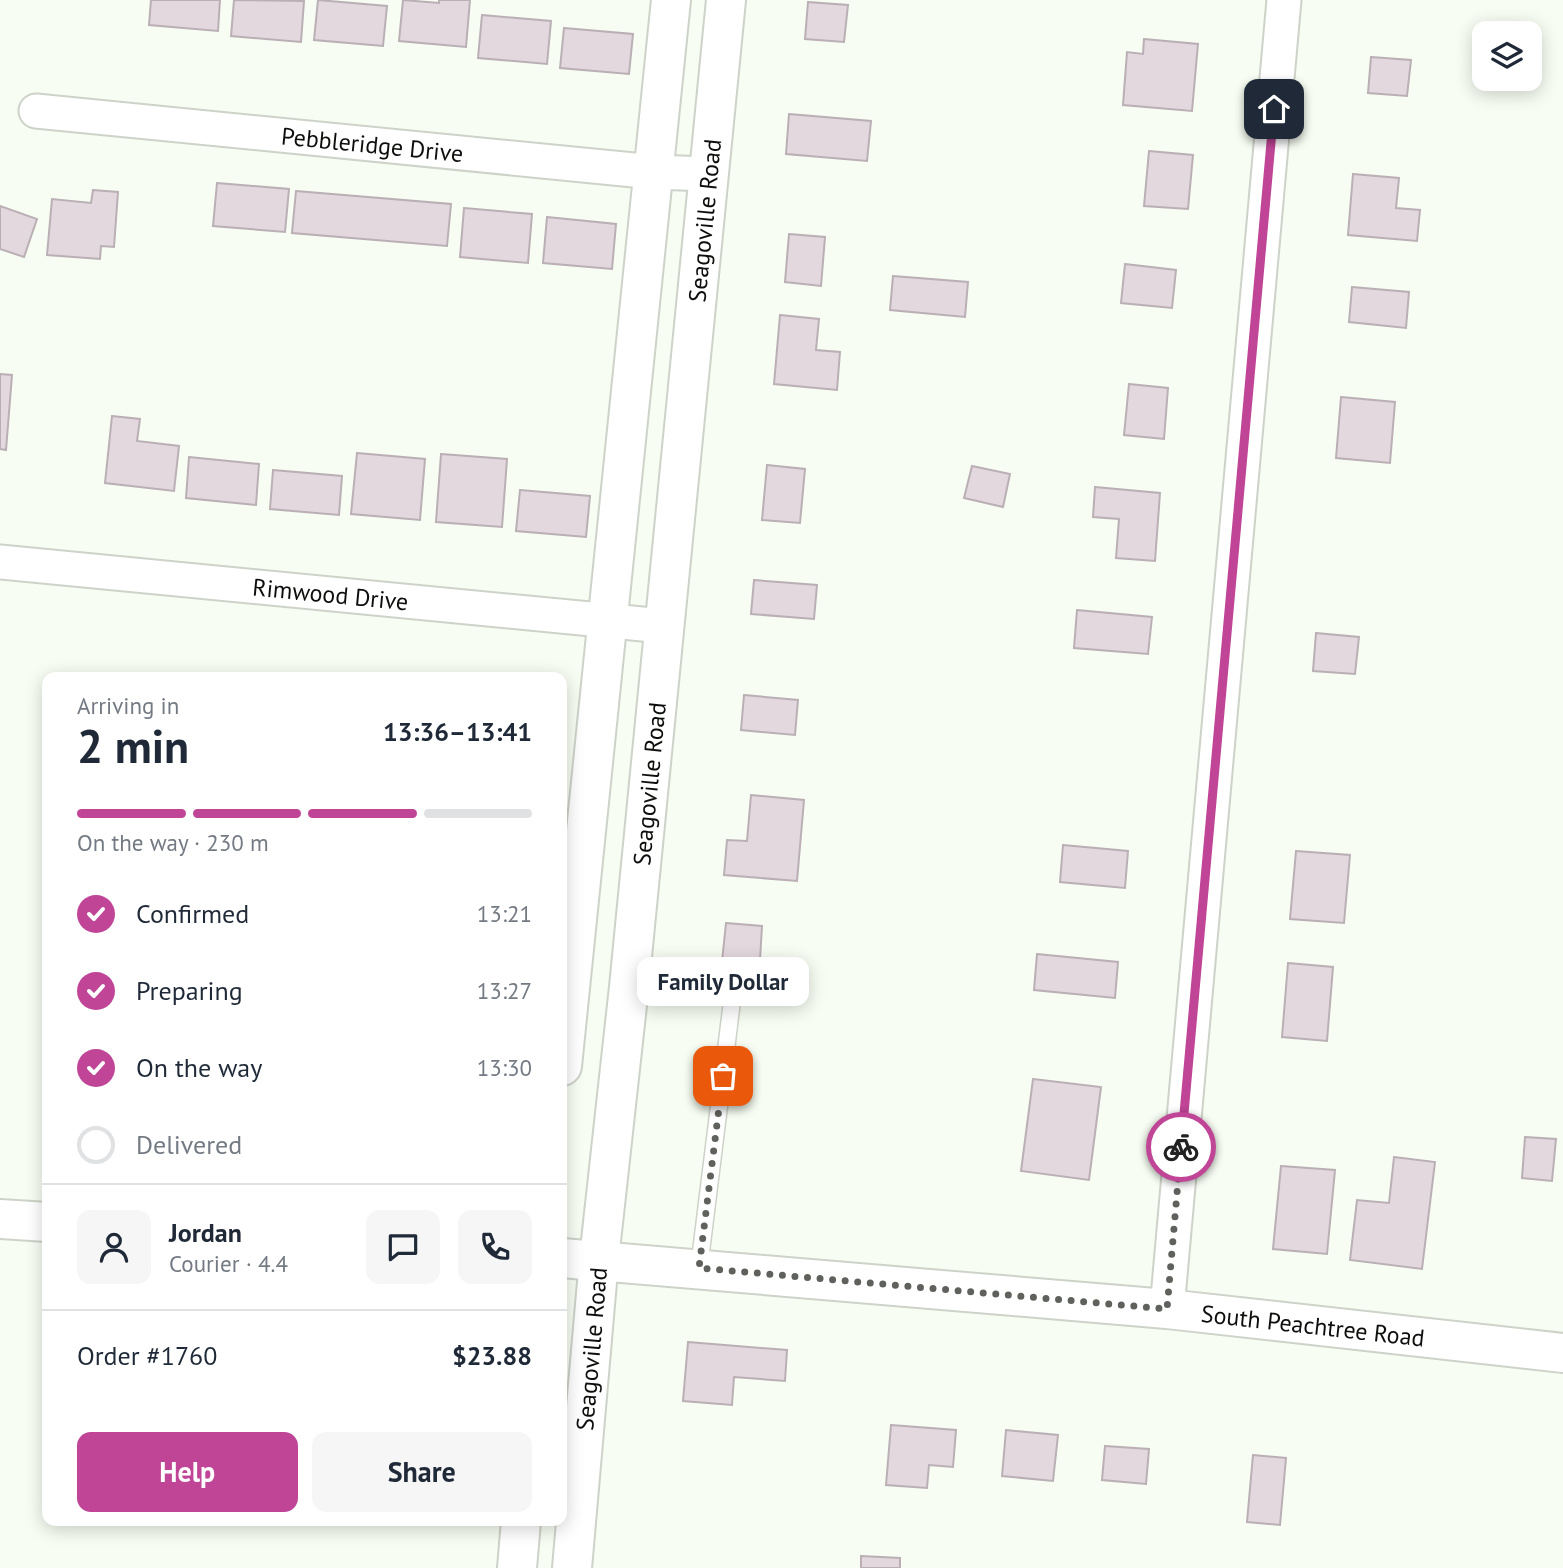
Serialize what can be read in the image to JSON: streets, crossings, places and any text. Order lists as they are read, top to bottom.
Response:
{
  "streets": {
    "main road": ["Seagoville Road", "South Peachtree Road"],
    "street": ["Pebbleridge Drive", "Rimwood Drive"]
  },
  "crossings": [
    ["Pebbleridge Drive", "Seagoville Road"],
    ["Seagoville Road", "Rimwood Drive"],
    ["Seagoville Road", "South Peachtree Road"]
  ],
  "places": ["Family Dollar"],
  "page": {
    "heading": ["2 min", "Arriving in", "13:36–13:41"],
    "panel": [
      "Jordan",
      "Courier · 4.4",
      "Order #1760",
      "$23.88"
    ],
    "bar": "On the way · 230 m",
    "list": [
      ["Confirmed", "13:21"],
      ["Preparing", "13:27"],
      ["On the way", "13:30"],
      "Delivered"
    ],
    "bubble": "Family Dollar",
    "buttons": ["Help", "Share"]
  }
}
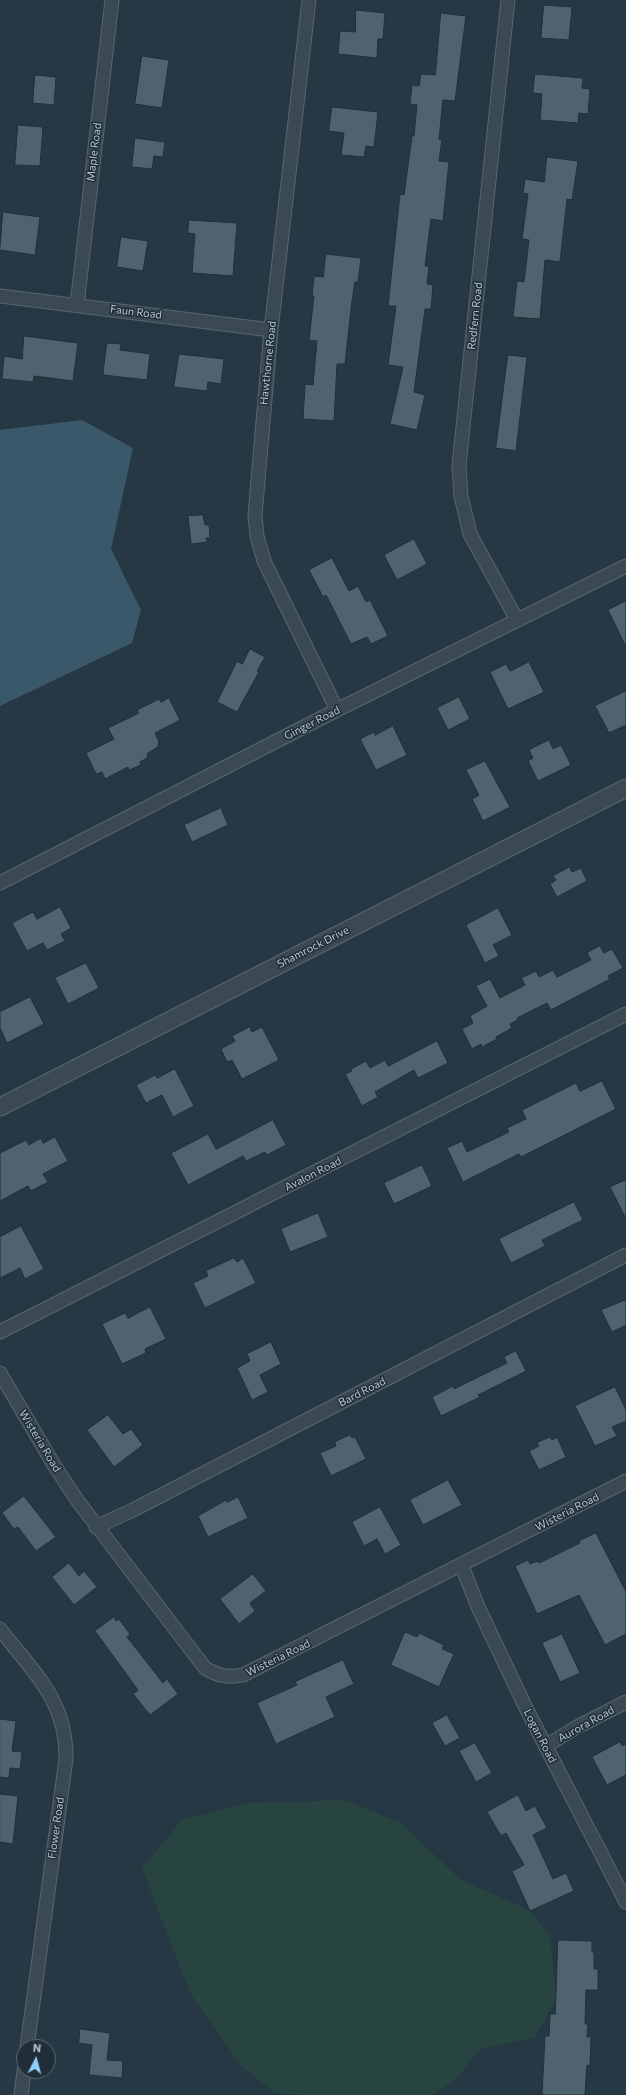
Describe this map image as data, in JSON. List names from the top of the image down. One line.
______________________________
Pictures in the data above should not be copied; transcribe everything else exactly.

Serialize what can be read in the image to JSON: streets, crossings, places and any text. Order lists as they are read, top to bottom.
Response:
{
  "streets": {
    "main road": ["Seagoville Road", "South Peachtree Road"],
    "street": ["Pebbleridge Drive", "Rimwood Drive"]
  },
  "crossings": [
    ["Pebbleridge Drive", "Seagoville Road"],
    ["Seagoville Road", "Rimwood Drive"],
    ["Seagoville Road", "South Peachtree Road"]
  ],
  "places": ["Family Dollar"],
  "page": {
    "heading": ["2 min", "Arriving in", "13:36–13:41"],
    "panel": [
      "Jordan",
      "Courier · 4.4",
      "Order #1760",
      "$23.88"
    ],
    "bar": "On the way · 230 m",
    "list": [
      ["Confirmed", "13:21"],
      ["Preparing", "13:27"],
      ["On the way", "13:30"],
      "Delivered"
    ],
    "bubble": "Family Dollar",
    "buttons": ["Help", "Share"]
  }
}
Describe this map image as data, in JSON. List names from the top of the image down. One line.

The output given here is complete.